Mon, 2020-02-03 10:41

West Point Thoroughbreds’ Terry Finley and retired Hall of Fame jockey Ramon Dominguez have been named chairman and president, respectively, of the New York Race Track Chaplaincy.

Finley has been an active supporter of the Chaplaincy for several years and he and his wife Debbie were honored last August for their continued support of the backstretch community and the chaplaincy in particular.
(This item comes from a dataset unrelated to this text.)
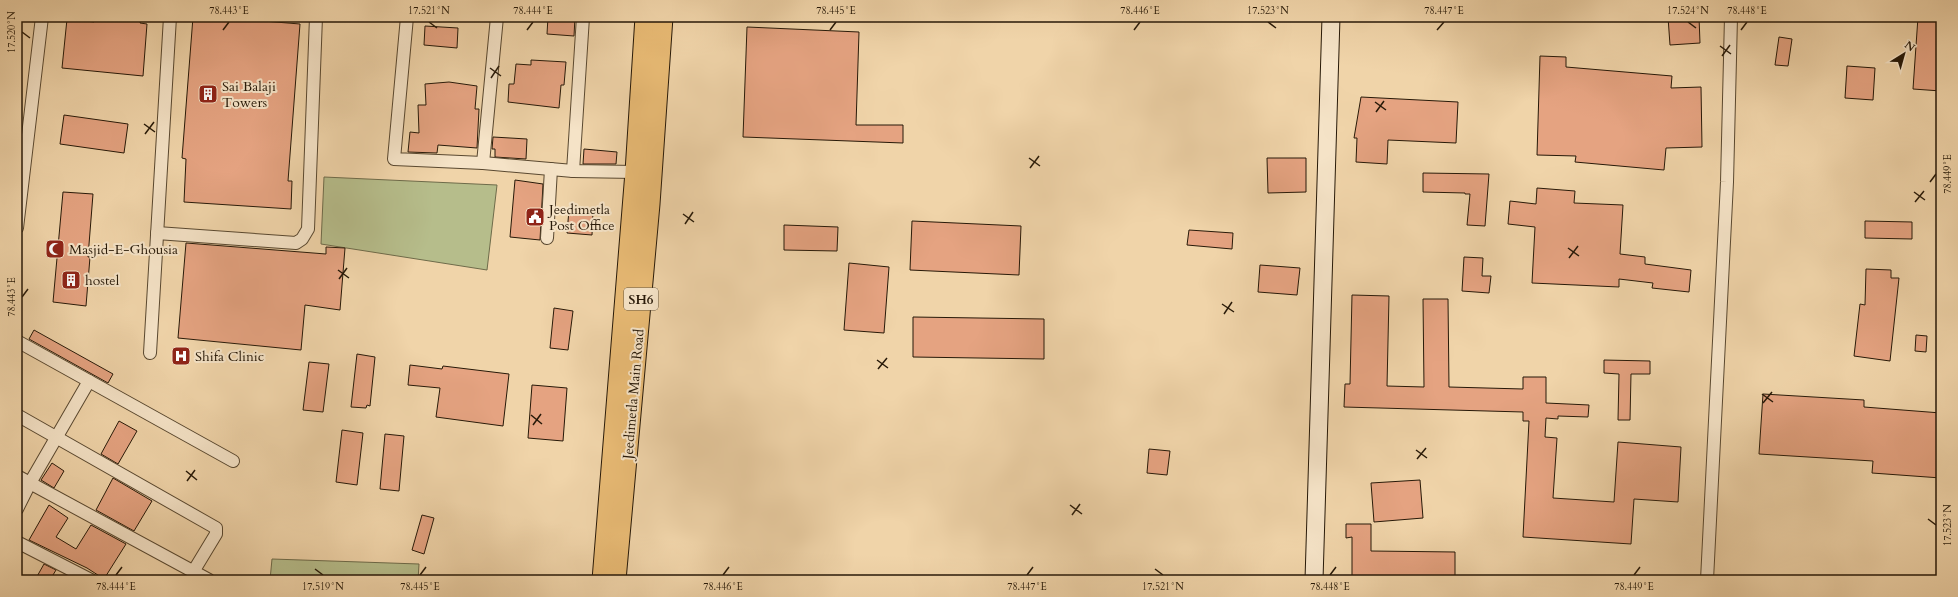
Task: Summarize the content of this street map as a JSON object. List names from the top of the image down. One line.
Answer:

Dominguez has been on the Chaplaincy’s Board of Directors since 2012.

“Terry and Ramon both maintain a deep appreciation for the importance of our work,” said Humberto Chavez, the chaplain in New York. “They are universally respected and we are thrilled to have them at the helm as we continue to pursue activities and programs designed to improve the quality of life for our backstretch community.”

The entire board of directors is comprised of Finley (chairman), Dominguez (president), Nancy C. Kelly (vice president) Dorothy Bagnato (treasurer), John Andrew Kay (secretary), Bob Curran Jr., Will Phipps, Vincent Pisani, Kathy Theroux-Reynolds, Johnny Velazquez and John Young.

The New York Race Track Chaplaincy of America ministers to the backstretch community with children’s enrichment, social service, and recreational programs, as well as educational opportunities and non-denominational religious services.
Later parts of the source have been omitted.